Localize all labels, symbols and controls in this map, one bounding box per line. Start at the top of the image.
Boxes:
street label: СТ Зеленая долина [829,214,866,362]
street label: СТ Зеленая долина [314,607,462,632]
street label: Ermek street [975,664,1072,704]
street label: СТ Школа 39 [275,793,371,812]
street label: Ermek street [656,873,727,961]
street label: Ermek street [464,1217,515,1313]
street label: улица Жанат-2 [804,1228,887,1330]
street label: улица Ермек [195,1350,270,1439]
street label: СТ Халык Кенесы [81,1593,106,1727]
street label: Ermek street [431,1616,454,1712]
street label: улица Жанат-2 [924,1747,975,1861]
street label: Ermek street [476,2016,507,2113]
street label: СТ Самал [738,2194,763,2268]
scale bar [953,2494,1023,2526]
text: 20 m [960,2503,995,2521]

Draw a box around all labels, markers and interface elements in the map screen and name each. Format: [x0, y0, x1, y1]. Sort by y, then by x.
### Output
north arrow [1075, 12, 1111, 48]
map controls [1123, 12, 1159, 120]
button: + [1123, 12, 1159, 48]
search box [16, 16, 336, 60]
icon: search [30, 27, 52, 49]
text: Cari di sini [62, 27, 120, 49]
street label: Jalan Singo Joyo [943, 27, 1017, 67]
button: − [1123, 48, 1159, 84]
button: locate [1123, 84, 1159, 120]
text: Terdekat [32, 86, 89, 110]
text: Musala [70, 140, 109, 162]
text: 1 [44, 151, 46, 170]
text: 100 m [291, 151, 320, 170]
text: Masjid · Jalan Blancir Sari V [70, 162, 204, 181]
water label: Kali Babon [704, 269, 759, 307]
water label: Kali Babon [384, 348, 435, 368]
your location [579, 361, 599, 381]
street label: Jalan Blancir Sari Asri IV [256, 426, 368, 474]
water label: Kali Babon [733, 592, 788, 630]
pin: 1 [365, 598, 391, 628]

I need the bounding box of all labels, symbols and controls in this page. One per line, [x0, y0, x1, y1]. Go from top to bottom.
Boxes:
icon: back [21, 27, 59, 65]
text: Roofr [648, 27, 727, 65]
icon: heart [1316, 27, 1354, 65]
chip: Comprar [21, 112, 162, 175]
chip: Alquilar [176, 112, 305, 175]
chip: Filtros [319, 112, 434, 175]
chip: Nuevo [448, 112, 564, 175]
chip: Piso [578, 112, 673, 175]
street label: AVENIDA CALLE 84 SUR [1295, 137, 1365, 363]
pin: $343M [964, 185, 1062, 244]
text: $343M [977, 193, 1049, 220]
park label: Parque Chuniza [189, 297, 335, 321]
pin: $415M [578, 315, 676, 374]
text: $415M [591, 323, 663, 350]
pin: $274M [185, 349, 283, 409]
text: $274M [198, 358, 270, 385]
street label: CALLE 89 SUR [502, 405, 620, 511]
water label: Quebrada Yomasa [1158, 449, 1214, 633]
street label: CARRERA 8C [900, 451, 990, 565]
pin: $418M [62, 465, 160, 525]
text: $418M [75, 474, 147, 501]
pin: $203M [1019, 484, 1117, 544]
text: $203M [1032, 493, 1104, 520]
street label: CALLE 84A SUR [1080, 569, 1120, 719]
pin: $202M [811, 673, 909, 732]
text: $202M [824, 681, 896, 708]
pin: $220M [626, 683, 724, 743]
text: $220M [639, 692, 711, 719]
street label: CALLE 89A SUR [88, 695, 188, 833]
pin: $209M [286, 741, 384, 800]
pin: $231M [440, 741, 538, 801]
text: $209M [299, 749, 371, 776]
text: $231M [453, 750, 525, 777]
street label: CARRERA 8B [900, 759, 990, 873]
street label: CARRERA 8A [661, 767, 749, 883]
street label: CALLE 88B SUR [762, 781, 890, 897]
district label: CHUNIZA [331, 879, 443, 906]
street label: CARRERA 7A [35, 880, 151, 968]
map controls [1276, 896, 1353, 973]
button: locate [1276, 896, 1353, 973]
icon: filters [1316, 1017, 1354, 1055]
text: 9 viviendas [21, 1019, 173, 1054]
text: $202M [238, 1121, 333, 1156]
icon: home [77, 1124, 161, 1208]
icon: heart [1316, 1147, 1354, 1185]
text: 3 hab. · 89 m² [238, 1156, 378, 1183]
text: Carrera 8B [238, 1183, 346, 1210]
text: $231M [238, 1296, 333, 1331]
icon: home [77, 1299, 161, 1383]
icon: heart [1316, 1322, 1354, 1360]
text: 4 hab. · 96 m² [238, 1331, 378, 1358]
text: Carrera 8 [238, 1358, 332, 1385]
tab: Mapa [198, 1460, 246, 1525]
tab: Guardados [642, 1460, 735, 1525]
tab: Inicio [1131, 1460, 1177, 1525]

========================================

### YOUR INSTRUCTIONS
Find all the lines with "search" in the data and copy them.

### RESPONSE TO THE TASK
search box [16, 16, 336, 60]
icon: search [30, 27, 52, 49]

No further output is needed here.